For DNA analysis, 88 colonies, belonging to 20 species in 17 genera (7 families) of alcyonaceans, were sampled at the beginning of the video transects on inner- and outer-shelf reefs at both 2 and 5–6 m depth. Within sites, colonies were collected (Table 1) at least 2 m apart to avoid sampling clone mates. Bleached colonies were found for 12 of these genera. Colonies were sampled by removing 1–2 cm2 of coral tissue from the tip (capitulum) in branching species, or an equivalent amount of tissue from encrusting forms. Since different areas of a colony may host different Symbiodinium (Rowan et al. 1997), for colonies belonging to 12 branching species in 10 genera, samples were also collected from the colony bases (stems) (Table 2) for within-colony Symbiodinium comparison. Tissue samples were placed in 1.5-ml microcentrifuge tubes and preserved in 95% ethanol.
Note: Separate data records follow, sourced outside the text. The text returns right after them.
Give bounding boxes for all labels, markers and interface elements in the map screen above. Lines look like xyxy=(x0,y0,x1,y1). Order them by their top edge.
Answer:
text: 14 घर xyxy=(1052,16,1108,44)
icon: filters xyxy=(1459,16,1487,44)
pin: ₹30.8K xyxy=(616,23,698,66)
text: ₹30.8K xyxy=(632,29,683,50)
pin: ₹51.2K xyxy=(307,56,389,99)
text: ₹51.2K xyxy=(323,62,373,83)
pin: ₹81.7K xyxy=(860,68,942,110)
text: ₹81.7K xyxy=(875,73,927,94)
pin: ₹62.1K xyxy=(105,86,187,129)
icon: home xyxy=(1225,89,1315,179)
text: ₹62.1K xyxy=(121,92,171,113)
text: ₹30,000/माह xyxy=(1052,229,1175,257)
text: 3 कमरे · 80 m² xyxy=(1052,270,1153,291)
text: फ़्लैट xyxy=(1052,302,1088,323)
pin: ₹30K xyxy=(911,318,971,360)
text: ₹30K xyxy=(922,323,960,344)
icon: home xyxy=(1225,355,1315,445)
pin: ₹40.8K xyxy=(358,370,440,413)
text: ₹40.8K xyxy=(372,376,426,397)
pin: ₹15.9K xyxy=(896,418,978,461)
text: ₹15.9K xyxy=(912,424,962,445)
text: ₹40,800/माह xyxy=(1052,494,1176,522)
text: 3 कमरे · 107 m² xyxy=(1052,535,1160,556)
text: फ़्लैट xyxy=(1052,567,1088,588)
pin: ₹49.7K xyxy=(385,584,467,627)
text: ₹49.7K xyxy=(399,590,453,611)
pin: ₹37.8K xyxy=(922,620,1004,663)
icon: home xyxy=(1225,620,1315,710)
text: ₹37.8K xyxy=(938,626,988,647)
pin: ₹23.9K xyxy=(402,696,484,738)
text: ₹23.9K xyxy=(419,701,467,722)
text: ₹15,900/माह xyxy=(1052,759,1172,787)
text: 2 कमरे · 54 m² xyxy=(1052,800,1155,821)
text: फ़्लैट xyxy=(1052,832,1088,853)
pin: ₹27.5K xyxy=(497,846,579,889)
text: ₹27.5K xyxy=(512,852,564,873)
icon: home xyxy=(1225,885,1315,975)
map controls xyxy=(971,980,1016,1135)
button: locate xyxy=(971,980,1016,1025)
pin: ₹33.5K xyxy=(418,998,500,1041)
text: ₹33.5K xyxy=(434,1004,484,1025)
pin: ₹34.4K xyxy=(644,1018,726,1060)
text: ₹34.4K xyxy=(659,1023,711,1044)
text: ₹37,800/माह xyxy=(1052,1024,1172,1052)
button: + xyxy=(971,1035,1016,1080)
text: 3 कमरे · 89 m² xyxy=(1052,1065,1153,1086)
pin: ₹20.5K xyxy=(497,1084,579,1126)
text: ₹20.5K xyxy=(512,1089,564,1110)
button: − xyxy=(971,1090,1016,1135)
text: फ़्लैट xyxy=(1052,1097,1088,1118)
Since small sample sizes per cnidarian species are sufficient to detect Symbiodinium variability in cnidarians (Goulet 2007), and larger octocoral sample sizes do not uncover additional Symbiodinium variability (Baker and Romanski 2007), we opted to sample more representative genera with smaller samples sizes as opposed to focusing on only a few alcyonacean species.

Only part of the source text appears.